START SUPPLIED DATA

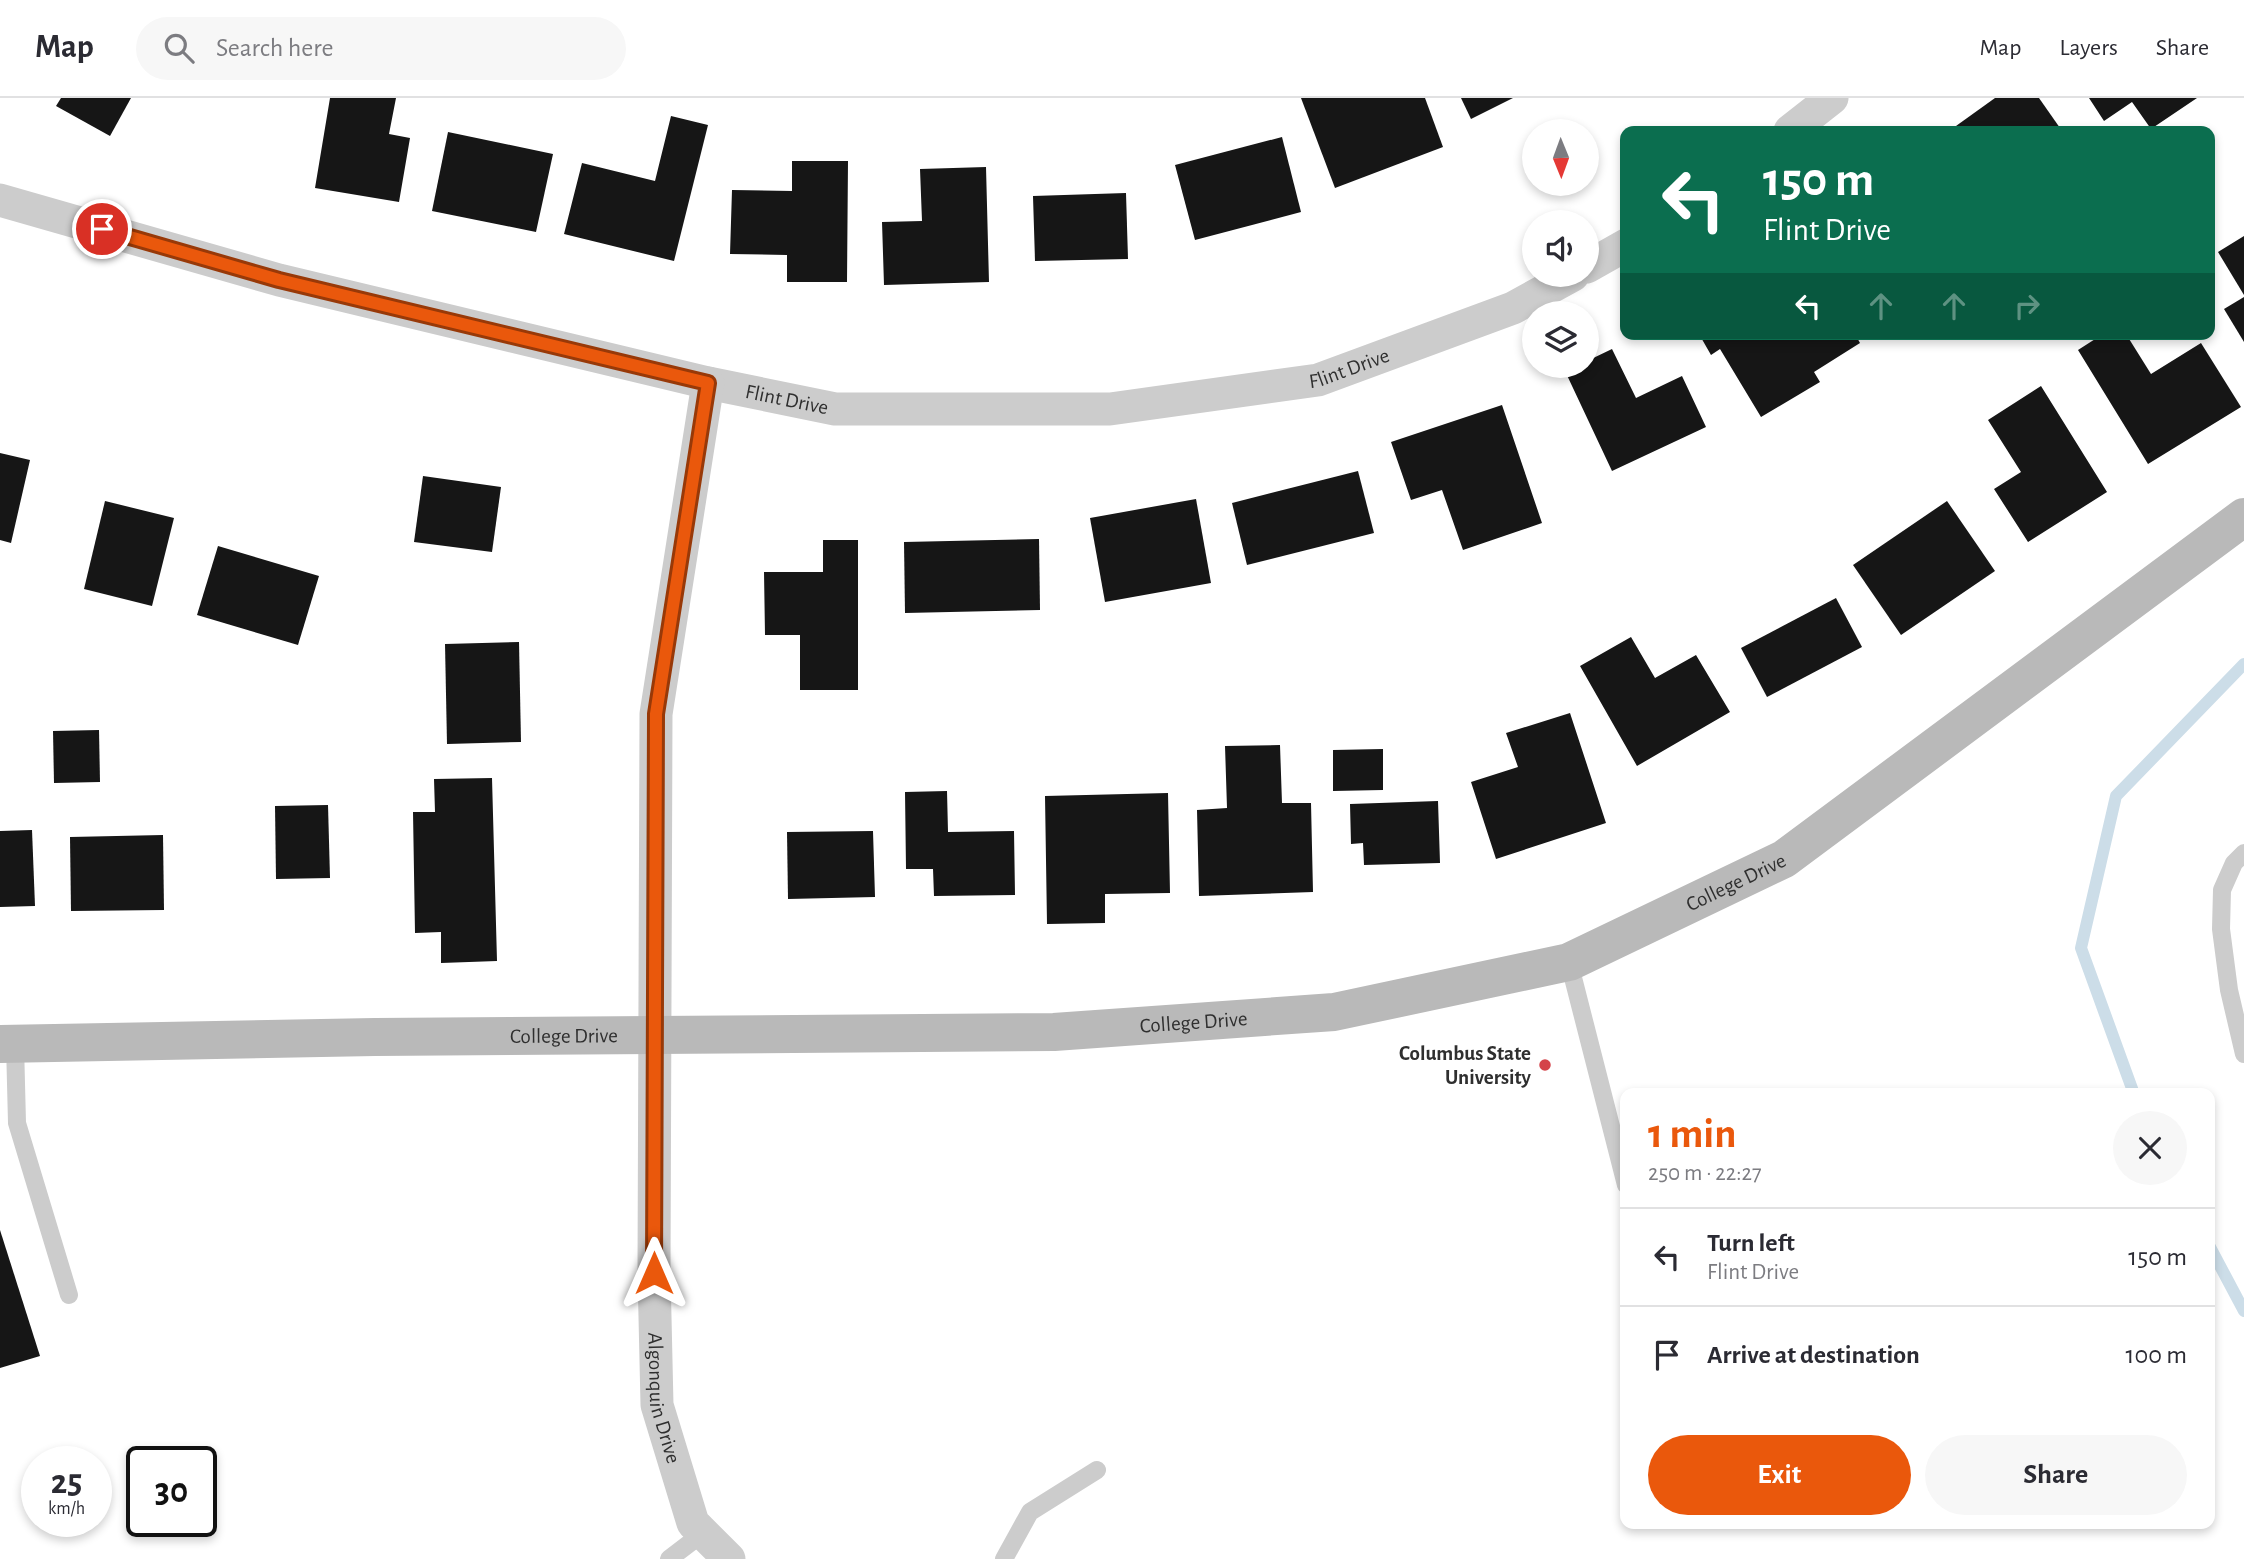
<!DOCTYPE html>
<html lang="en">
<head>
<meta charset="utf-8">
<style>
  :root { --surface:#fff; --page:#f7f7f7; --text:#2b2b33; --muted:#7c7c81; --line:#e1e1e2; --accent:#ea580c }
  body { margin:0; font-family:"Alegreya Sans",sans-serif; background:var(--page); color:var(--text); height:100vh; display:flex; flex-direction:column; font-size:26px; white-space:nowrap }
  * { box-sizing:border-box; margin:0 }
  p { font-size:23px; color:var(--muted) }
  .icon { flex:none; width:38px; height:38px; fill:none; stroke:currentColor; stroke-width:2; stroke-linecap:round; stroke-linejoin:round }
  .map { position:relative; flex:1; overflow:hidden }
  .sheet { position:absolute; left:1620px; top:990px; width:595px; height:441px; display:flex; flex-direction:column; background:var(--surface); border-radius:14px; box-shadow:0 4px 10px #0003 }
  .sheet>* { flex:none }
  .top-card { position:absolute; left:1620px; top:28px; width:595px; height:214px; border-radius:14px; box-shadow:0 4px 10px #0003; background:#0b6e4f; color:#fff; overflow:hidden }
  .needle { width:46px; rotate:179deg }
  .controls { position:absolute; left:1522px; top:21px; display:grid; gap:14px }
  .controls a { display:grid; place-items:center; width:77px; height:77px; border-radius:50%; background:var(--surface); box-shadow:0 4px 10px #0003; font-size:35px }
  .speed { position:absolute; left:21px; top:1348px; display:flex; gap:14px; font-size:35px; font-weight:700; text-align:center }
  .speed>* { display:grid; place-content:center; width:91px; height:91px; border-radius:50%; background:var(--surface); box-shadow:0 4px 10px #0003; line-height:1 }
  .speed small { font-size:18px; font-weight:400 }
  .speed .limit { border:4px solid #111; border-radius:10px; background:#fff; color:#111 }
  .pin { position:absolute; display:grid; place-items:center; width:60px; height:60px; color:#fff; margin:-30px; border:4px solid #fff; border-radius:50%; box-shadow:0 2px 7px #0007 }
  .me { position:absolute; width:77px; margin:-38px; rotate:0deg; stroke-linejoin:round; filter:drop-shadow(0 0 5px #0008) }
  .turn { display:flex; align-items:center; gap:24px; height:147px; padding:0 28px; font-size:32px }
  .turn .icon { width:91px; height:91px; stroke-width:2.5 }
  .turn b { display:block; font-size:49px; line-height:60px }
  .lanes { display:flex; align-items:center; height:66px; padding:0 28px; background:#0003; justify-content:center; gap:35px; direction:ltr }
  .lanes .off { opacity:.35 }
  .round { display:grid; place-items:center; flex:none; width:74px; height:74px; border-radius:37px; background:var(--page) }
  .overview { display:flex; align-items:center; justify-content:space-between; height:119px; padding:0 28px }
  h1 { font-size:42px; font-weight:600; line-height:52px; color:var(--accent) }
  .cta { display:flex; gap:14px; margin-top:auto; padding:14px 28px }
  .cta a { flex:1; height:80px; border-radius:42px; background:var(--accent); color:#fff; font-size:28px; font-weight:600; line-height:80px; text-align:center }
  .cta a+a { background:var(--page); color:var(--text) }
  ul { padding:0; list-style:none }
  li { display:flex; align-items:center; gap:21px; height:98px; padding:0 28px; border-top:2px solid var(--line) }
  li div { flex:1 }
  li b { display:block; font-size:26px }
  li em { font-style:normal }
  header { display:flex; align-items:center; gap:42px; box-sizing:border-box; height:98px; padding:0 35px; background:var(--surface); border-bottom:2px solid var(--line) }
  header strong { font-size:33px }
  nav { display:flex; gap:38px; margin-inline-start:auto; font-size:24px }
  .search { width:490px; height:63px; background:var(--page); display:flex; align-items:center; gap:18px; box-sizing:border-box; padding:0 24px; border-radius:38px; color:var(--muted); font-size:26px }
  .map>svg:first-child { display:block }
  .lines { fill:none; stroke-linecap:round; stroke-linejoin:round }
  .stream { stroke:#ccdde8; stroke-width:12 }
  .building { fill:#161616 }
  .lane { stroke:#ccc; stroke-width:18 }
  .street { stroke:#ccc; stroke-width:33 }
  .secondary { stroke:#b9b9b9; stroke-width:38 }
  .route-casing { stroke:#983908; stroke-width:18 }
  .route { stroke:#ea580c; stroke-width:12 }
  .poi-dot { fill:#d4434a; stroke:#fff; stroke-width:2.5 }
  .labels { text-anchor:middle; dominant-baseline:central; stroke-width:7; stroke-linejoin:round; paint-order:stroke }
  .street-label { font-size:21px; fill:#2f2f2f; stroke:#fff }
  .poi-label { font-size:21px; font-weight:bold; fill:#2f2f2f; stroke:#fff; text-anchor:end }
</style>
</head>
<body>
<header>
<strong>Map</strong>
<div class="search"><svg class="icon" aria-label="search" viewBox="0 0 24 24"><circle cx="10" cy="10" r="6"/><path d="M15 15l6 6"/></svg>Search here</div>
<nav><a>Map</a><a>Layers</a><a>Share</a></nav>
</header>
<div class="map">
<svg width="2244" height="1461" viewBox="0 0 2244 1461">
  <rect width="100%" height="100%" fill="#fff"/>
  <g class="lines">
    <g class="stream">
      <polyline points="2134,996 2081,850 2116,698 2244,566"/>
      <polyline points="2210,1149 2244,1213"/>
    </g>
  </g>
  <g class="building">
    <polygon points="61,0 131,0 110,38 56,8"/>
    <polygon points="330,0 396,0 389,36 410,40 399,104 315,90"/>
    <polygon points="1301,0 1425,0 1443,49 1335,90"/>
    <polygon points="1461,0 1513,0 1471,21"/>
    <polygon points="1995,0 2039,0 2060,30 2055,33 1949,33"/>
    <polygon points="2089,0 2197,0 2151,31 2132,4 2104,23"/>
    <polygon points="671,18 708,27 674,163 564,136 582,65 655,83"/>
    <polygon points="448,34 553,56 536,134 432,113"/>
    <polygon points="1282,39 1301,114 1195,142 1175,67"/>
    <polygon points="792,63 848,63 847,184 787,184 787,157 730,156 732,92 792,93"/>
    <polygon points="986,69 989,184 884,187 882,124 922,123 920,71"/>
    <polygon points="1126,95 1128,161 1035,163 1033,98"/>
    <polygon points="2244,138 2244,197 2218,154"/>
    <polygon points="2244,199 2244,244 2224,211"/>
    <polygon points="1699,236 1855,236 1860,245 1814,274 1820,284 1761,319 1720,251 1711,257"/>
    <polygon points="2103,236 2126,236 2151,276 2201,245 2241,309 2148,366 2078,252"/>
    <polygon points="1612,251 1636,300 1682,278 1706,329 1612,373 1565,273 1576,268 1587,268 1587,263"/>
    <polygon points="2041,288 2107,394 2028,444 1994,391 2021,374 1988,322"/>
    <polygon points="1502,307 1542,425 1463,452 1442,392 1411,402 1391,344"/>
    <polygon points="0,355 30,362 11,445 0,442"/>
    <polygon points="1358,373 1374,435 1247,467 1232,405"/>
    <polygon points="423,378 501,389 492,454 414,444"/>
    <polygon points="1196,401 1211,485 1105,504 1090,420"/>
    <polygon points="105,403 174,420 152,508 84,491"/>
    <polygon points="1947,403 1995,473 1901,537 1853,467"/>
    <polygon points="1039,441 1040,512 905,515 904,444"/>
    <polygon points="823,442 858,442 858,592 800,592 800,537 765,537 764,474 823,474"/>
    <polygon points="218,448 319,478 298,547 197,517"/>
    <polygon points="1836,500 1862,549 1767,599 1741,550"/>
    <polygon points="1631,539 1655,580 1696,557 1730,614 1637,668 1580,568"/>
    <polygon points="519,544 521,644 447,646 445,546"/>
    <polygon points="1570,615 1606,725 1496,761 1471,684 1518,669 1506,635"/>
    <polygon points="99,632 100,684 54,685 53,633"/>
    <polygon points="1280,647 1282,705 1311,705 1313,794 1199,798 1197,712 1227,710 1225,648"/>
    <polygon points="1383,651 1383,692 1333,693 1333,652"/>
    <polygon points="492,680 497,863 441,865 441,834 415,835 413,714 435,714 434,681"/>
    <polygon points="947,693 948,734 1014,733 1015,797 934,798 933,771 906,771 905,694"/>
    <polygon points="1168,695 1170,795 1105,796 1105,825 1047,826 1045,698"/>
    <polygon points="1438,703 1440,765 1364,767 1363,745 1351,746 1350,706"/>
    <polygon points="328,707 330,780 276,781 275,708"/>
    <polygon points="32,732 35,808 0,809 0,733"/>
    <polygon points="873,733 875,799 788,801 787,734"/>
    <polygon points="163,737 164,812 71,813 70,739"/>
    <polygon points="0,1132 40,1258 0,1270"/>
  </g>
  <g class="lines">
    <g class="lane">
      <polyline points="2244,755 2234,765 2222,792 2221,831 2229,892 2244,956"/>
      <polyline points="1569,864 1626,1087"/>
      <polyline points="15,946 17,1025 69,1197"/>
      <polyline points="669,1461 703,1435"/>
      <polyline points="1004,1461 1030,1414 1097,1372"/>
    </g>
    <g class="street">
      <polyline points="1790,33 1832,0"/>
      <path id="s1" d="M0,102L279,182L708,285L835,311H1110L1318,282L1513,210L1573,177"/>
      <polyline points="1587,169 1626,147"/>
      <path id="s2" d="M708,285L656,616L654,1175L657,1307L693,1425L729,1461"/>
    </g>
    <path class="secondary" id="s3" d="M0,946L375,939L1054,934L1334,914L1569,864L1784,761L2244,419"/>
  </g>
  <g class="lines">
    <defs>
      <polyline id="route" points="102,131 279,182 708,285 656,616 654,1175"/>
    </defs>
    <use href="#route" class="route-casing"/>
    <use href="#route" class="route"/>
  </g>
  <circle class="poi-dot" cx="1545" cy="967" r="7"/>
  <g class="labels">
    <g class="street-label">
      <text stroke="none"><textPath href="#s1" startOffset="1379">Flint Drive</textPath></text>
      <text stroke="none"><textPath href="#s1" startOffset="812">Flint Drive</textPath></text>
      <text stroke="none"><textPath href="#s3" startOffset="1760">College Drive</textPath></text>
      <text stroke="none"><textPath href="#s3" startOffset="1194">College Drive</textPath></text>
      <text stroke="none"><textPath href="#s3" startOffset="564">College Drive</textPath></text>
      <text stroke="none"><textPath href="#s2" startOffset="1020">Algonquin Drive</textPath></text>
    </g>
    <g class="poi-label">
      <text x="1531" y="955">Columbus State<tspan x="1531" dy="24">University</tspan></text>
    </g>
  </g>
</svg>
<div class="controls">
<a><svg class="needle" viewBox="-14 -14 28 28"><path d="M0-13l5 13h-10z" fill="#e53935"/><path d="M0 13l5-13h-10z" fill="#7c7c81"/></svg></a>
<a><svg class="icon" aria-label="sound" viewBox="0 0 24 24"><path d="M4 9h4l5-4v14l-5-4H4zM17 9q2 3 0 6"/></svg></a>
<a><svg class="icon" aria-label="layers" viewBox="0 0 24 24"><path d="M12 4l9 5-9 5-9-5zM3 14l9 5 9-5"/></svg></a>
</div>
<div class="speed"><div>25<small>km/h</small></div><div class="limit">30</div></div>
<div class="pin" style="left:102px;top:131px;background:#d93025"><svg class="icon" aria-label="arrive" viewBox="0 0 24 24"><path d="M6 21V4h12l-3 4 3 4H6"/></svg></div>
<svg class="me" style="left:654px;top:1175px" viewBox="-20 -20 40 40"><path d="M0-17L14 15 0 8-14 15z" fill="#ea580c" stroke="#fff" stroke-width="4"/></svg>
<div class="top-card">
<div class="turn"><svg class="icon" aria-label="left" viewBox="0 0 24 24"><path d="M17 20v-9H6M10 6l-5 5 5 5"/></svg><div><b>150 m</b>Flint Drive</div></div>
<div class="lanes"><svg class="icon" aria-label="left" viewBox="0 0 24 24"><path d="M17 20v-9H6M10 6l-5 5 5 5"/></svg><svg class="icon off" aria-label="ahead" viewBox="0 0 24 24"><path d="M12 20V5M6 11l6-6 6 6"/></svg><svg class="icon off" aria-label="ahead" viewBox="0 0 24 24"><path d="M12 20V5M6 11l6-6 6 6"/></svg><svg class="icon off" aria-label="right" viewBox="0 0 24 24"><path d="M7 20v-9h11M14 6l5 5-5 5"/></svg></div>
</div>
<section class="sheet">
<div class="overview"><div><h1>1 min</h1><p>250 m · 22:27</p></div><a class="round"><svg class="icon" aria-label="close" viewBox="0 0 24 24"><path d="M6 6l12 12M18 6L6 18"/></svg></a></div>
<ul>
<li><svg class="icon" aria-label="left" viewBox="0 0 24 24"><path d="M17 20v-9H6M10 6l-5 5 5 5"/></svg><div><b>Turn left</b><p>Flint Drive</p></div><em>150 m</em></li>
<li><svg class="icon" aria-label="arrive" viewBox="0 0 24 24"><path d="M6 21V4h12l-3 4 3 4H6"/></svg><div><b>Arrive at destination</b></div><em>100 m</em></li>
</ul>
<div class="cta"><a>Exit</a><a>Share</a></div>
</section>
</div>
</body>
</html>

END SUPPLIED DATA

- _DIRECTIONS FOR THIS TASK_
Check each line above for the string "controls" and copy every line that has it.

- _EXERCISE SOLUTION_
  .controls { position:absolute; left:1522px; top:21px; display:grid; gap:14px }
  .controls a { display:grid; place-items:center; width:77px; height:77px; border-radius:50%; background:var(--surface); box-shadow:0 4px 10px #0003; font-size:35px }
<div class="controls">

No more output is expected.